= SUPPLIED DATA =

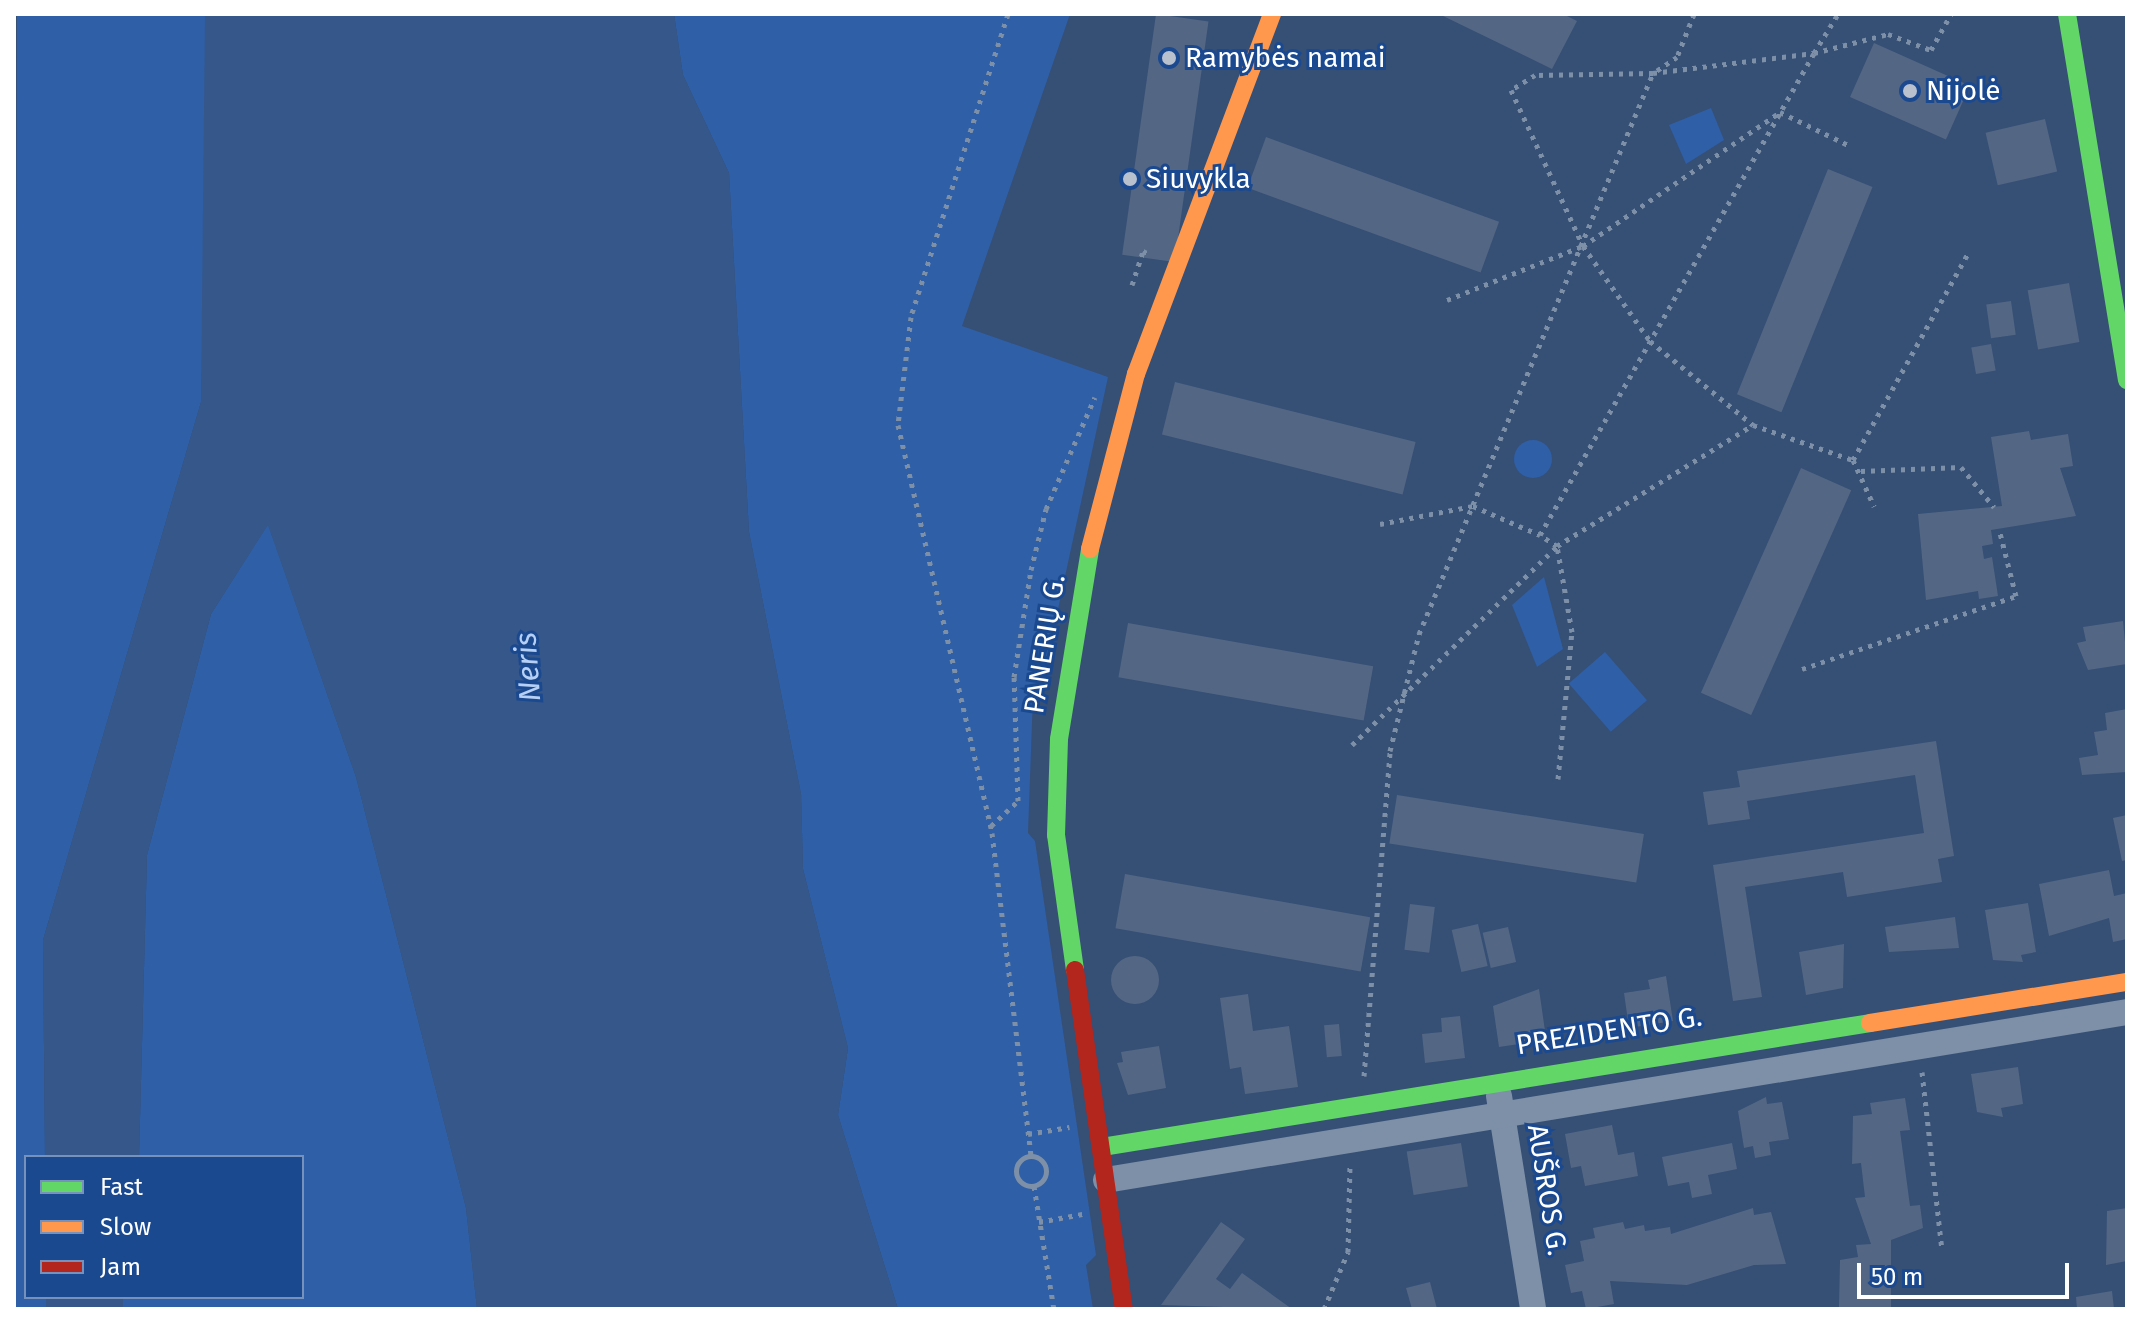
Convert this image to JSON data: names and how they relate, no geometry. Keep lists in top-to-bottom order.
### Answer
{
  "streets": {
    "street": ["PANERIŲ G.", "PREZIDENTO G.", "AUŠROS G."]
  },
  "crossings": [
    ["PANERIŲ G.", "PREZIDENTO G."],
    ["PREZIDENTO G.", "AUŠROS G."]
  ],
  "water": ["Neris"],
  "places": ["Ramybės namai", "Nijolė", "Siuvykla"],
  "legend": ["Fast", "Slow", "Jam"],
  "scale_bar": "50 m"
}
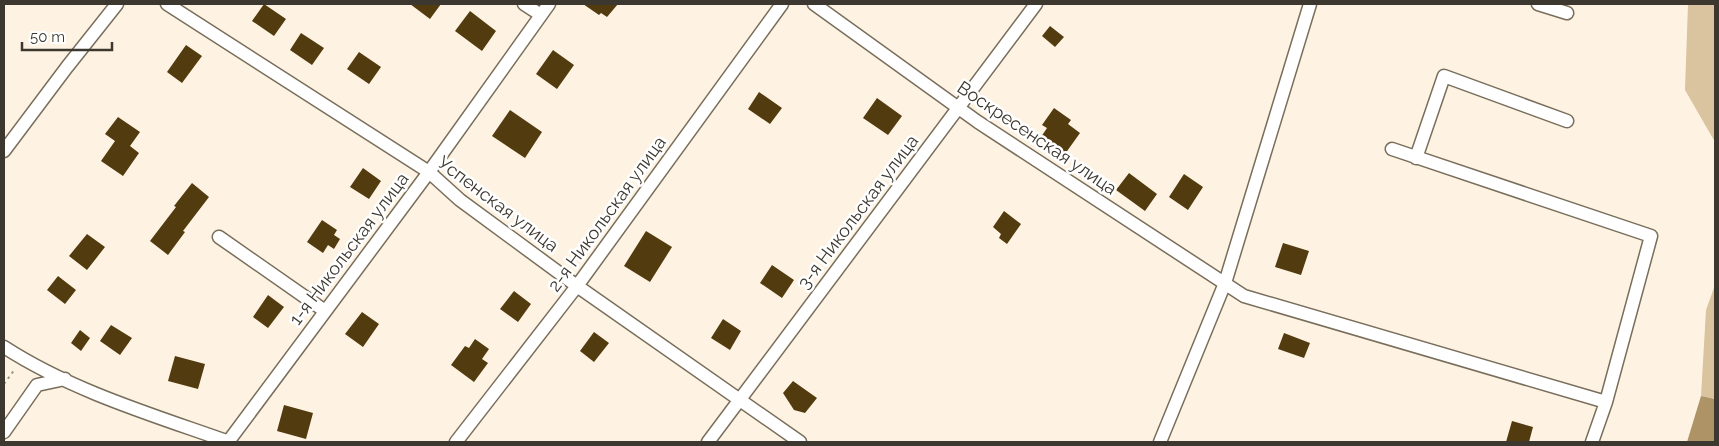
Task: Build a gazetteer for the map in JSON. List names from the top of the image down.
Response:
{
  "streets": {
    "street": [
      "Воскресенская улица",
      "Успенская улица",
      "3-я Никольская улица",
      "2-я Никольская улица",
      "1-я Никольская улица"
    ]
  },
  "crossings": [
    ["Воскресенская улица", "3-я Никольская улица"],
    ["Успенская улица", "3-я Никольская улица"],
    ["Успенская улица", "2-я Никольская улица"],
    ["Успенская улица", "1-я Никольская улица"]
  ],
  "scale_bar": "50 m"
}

= REQUIRED WORK =
Print out the whole listing word for word. Leave the pictures out.

= PROBLEM SOLUTION =
Convert this image to JSON data: names and how they relate, no geometry. Keep lists in top-to-bottom order.
### Answer
{
  "streets": {
    "street": ["PANERIŲ G.", "PREZIDENTO G.", "AUŠROS G."]
  },
  "crossings": [
    ["PANERIŲ G.", "PREZIDENTO G."],
    ["PREZIDENTO G.", "AUŠROS G."]
  ],
  "water": ["Neris"],
  "places": ["Ramybės namai", "Nijolė", "Siuvykla"],
  "legend": ["Fast", "Slow", "Jam"],
  "scale_bar": "50 m"
}
Task: Build a gazetteer for the map in JSON. List names from the top of the image down.
Response:
{
  "streets": {
    "street": [
      "Воскресенская улица",
      "Успенская улица",
      "3-я Никольская улица",
      "2-я Никольская улица",
      "1-я Никольская улица"
    ]
  },
  "crossings": [
    ["Воскресенская улица", "3-я Никольская улица"],
    ["Успенская улица", "3-я Никольская улица"],
    ["Успенская улица", "2-я Никольская улица"],
    ["Успенская улица", "1-я Никольская улица"]
  ],
  "scale_bar": "50 m"
}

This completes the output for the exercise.